In a significant proportion of Pasteurella cases, no known animal exposure or contact can be identified. In 1970 Hubbert and associates reviewed what was then the world's literature; they identified 72 reported cases of P. multocida infection unrelated to bites and described 136 additional cases. In 16% of the reviewed cases and 31% of their additional cases, no animal exposure or contact could be identified. Once again, the spectrum of infectious complications was wide, similar to that described for patients with nonbite animal exposures. In a more recent literature review of 156 Pasteurella bacteremia adult cases, 20% did not have animal exposures reported. Vertical transmission of P. multocida has been described rarely.

Pathogenesis

Despite Pasteurella spp. having been long established as human pathogens, the precise mechanisms of pathogenicity remain uncertain. In animals virulent P. multocida strains adhere to mucosal epithelial cells in the upper respiratory tract, particularly in the tonsils, and in some cases they are mediated by fimbriae. Several virulence factors have been described in Pasteurella spp. Much attention has focused on P. multocida toxin (PMT). PMT, produced by strains A and D, is a potent mitogen that has been shown to activate a number of intracellular signaling cascades, resulting in a multitude of deleterious effects. Specifically, PMT has been shown to inhibit the migratory response of dendritic cells, thereby impairing immune surveillance. Along with ToxA protein, also produced by P. multocida, PMT is associated with progressive atrophic rhinitis in pigs. P. multocida lipopolysaccharide (LPS) is another virulence factor, proven by the fact that strains with truncated LPS have been shown to be attenuated in virulence. In addition, most virulent Pasteurella strains produce polysaccharide capsules that confer many possible mechanisms of pathogenicity, including resistance to desiccation, promotion of adherence, and resistance to phagocytosis and complement-mediated killing. Finally, binding of transferrin by some pathogenic Pasteurella strains has been demonstrated and may be a mechanism used by the bacteria to ensure an iron supply necessary for growth. Indeed, on the basis of the genomic sequence data, 2.5% of the entire genome encodes for proteins involved in iron acquisition.
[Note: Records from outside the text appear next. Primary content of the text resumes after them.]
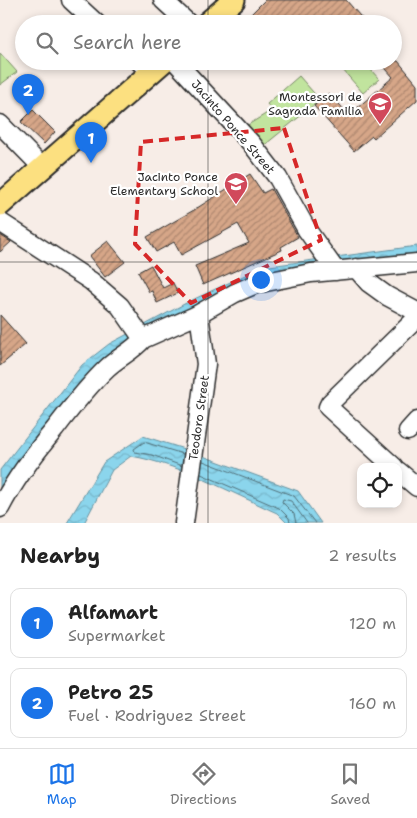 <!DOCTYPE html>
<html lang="en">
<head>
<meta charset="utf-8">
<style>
	:root { --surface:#fff; --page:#f2f2f2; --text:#222; --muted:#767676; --line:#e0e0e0; --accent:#1a73e8 }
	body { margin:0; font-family:"Shantell Sans",sans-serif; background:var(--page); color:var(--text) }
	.controls { position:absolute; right:15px; bottom:15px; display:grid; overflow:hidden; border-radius:10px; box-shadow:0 2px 8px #0003 }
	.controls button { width:45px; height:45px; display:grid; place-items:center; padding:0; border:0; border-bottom:1px solid var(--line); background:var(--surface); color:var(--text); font:25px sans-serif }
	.you { position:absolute; left:260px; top:279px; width:18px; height:18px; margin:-12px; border:4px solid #fff; border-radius:50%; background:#1a73e8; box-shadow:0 0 0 8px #1a73e833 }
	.badge { display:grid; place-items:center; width:32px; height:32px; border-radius:50%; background:var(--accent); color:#fff; font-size:16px; font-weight:700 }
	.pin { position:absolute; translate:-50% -41px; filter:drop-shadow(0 1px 2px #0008) }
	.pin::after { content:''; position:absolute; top:26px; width:18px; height:15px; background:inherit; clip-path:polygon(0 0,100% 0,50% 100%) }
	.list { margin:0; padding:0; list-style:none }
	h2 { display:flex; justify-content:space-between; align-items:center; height:65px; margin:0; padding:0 20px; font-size:21px }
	h2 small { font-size:16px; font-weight:400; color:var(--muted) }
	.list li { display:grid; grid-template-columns:32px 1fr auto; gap:15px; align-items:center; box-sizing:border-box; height:70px; margin:0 10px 10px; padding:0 10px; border:1px solid var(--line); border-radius:10px }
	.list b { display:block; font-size:19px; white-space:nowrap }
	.list p { margin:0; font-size:16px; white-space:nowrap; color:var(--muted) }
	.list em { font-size:16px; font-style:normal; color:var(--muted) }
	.icon { flex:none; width:28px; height:28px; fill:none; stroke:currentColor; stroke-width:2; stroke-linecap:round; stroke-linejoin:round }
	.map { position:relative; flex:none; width:417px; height:523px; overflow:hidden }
	.search { position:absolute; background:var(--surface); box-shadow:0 2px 8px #0003; left:15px; right:15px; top:15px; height:55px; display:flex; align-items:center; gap:12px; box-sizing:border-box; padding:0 18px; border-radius:28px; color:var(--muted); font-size:19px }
	.sheet { height:225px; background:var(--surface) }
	nav { display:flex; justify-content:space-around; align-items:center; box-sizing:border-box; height:70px; border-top:1px solid var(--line); background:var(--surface); font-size:14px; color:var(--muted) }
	nav a { display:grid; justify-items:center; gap:2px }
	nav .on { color:var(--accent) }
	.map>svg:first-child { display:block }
</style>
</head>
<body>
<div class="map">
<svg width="417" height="523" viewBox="0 0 417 523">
	<defs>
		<pattern id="water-waves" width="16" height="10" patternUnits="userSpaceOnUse" patternTransform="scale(1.25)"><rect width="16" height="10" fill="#8bd5ec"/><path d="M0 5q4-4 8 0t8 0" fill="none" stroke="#78b7cb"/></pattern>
		<pattern id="building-hatch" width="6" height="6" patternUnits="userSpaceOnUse" patternTransform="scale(1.25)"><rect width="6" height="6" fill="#d6a688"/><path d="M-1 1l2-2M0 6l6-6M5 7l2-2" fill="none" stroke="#ae876f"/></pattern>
	</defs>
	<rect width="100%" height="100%" fill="#f7ede7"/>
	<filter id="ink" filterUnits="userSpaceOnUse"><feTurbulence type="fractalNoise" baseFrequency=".02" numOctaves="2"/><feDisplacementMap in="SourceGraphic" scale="10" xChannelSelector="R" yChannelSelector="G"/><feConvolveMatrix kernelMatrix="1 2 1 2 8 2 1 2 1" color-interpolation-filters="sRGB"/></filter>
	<g filter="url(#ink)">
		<!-- green -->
		<path fill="#c1e49e" stroke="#768864" d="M0 53 17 72 0 85Z
			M335 61H363L379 79 363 93Z
			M299 76 320 100 261 148 243 128 272 110 267 104Z"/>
		<!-- water -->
		<path fill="url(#water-waves)" stroke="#65919f" d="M417 246V257L301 269 145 333 0 493V470L82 365 109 344 188 302 262 267Z
			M143 436 181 448 298 491 321 523H287L277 513C232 493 179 464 131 456L112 470 84 523H67L104 462Z"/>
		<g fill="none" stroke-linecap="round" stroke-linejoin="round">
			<!-- shore -->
			<path stroke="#516f78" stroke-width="1" d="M203 461 294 496 315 523
				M182 466 152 455 135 452 134 449 144 442 183 454
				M201 474 279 508 289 518 290 523
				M296 523 294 514 282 502 283 499 291 501 307 523"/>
		</g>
		<!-- building -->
		<path fill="url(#building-hatch)" stroke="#2b2b2b" d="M265 0H346L367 24H254L248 17Z
			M379 61H398L417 84V100L374 138 372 136 354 151 314 106 329 93 349 115 393 77Z
			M33 110 55 132 44 144 21 122Z
			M250 174 263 193 271 189 298 237 281 247 282 250 203 285 195 266 249 243 238 224 181 255 174 242 156 252 147 237 194 210Z
			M0 235 11 242 0 252Z
			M108 241 125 262 105 277 89 256Z
			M151 265 163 288 173 283 178 293 157 303 152 291 149 292 138 272Z
			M0 315 26 344 0 366Z"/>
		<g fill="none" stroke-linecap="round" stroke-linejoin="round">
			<!-- minor casing -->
			<g stroke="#2b2b2b" stroke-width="21">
				<path id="minor" d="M71 0 97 24
					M163 0 189 24
					M139 61 150 72
					M175 61 251 143 278 178 307 230 336 271
					M0 124 43 168
					M0 222 91 281 120 306 143 339
					M356 268 369 283 387 296 417 312
					M408 431 417 421
					M394 467 328 407 330 403 417 318
					M398 471 417 487
					M0 508C15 479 34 454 55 429 71 408 88 386 107 368 119 357 133 351 143 339L195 316 235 293 256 284 311 273 417 263
					M184 523 206 364 199 314"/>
			</g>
			<!-- major casing -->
			<g stroke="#2b2b2b" stroke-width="25">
				<path id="major" d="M206 24 234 0
					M0 205 164 61"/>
			</g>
			<!-- minor -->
			<use href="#minor" stroke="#fff" stroke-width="18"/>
			<!-- major -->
			<use href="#major" stroke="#fce080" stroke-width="21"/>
		</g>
	</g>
	<!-- marked area -->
	<path fill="none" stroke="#d62828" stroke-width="4" stroke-dasharray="10 6" stroke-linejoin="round" d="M284 128 321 240 191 303 135 244 141 142Z"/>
	<!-- grid -->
	<path fill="none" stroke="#2b2b2b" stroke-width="1" stroke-opacity="0.55" d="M208 0V24M208 61V523M0 262H417"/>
	<!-- icons -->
	<defs>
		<g id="school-pin" transform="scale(1.25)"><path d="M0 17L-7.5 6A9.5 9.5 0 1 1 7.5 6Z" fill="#d1495b" stroke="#fff"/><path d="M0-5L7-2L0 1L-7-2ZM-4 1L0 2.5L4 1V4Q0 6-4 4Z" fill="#fff"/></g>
	</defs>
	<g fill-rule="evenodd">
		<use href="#school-pin" x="380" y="104"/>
		<use href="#school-pin" x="236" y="184"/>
	</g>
	<g text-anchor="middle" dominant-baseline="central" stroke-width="4.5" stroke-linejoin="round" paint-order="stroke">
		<!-- poi labels -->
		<g font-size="12" fill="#2b2b2b" stroke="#fff" text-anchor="end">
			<text x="362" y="97">Montessori de<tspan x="362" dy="14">Sagrada Familia</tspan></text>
			<text x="218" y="177">Jacinto Ponce<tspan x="218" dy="14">Elementary School</tspan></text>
		</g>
		<!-- street labels -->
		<g font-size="12" fill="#2b2b2b" stroke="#fff">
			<text transform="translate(233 127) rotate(49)">Jacinto Ponce Street</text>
			<text transform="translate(199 418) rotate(-82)">Teodoro Street</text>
		</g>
	</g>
</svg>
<div class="controls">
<button><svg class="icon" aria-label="locate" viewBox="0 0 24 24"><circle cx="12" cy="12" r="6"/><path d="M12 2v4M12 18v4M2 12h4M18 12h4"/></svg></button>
</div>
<div class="you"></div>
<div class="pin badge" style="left:91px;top:163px">1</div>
<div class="pin badge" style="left:28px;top:115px">2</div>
<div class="search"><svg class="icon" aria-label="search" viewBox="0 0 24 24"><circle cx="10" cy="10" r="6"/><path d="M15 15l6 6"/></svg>Search here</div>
</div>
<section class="sheet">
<h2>Nearby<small>2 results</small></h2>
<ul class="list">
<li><span class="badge">1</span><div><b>Alfamart</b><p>Supermarket</p></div><em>120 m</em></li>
<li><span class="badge">2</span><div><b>Petro 25</b><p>Fuel · Rodriguez Street</p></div><em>160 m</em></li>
</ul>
</section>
<nav>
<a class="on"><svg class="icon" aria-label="map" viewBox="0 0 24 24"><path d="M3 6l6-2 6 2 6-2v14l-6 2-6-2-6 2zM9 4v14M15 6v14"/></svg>Map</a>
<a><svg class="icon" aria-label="directions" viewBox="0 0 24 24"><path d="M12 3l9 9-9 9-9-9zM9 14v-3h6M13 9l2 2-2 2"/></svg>Directions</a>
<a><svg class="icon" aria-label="saved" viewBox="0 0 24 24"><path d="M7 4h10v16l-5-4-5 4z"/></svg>Saved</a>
</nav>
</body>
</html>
The humoral response to P. multocida infection has been characterized. Antibodies to somatic and capsular antigenic determinants develop within 2 weeks after clinical infection. Capsular antibodies are more long-lasting than somatic antibodies. The precise role for such antibodies in host defense in humans is not clear. Studies in healthy breeders whose livestock suffered from pasteurellosis show a high rate of seropositivity to Pasteurella , illustrating the limitations of serology for the diagnosis of active Pasteurella infection in humans.

Clinical Manifestations

Most reported Pasteurella infections in humans are caused by P. multocida and involve skin and soft tissues. Although both subspecies multocida and septica cause skin and soft tissue infections as a result of animal bites and scratches, subspecies multocida has also been found to cause respiratory tract infections and systemic infection. Other species have been described much less commonly ( Table 228.2 ). Beyond skin and soft tissues, Pasteurella can uncommonly cause chronic respiratory tract infection in patients with underlying pulmonary disease and invasive infection syndromes, such as bacteremia, endocarditis, and meningitis. In a retrospective case-control study seeking to identify risk factors for invasive Pasteurella infection, only advanced age was found to be significant in multivariate analysis, but it is thought that immunocompromised hosts are at enhanced risk.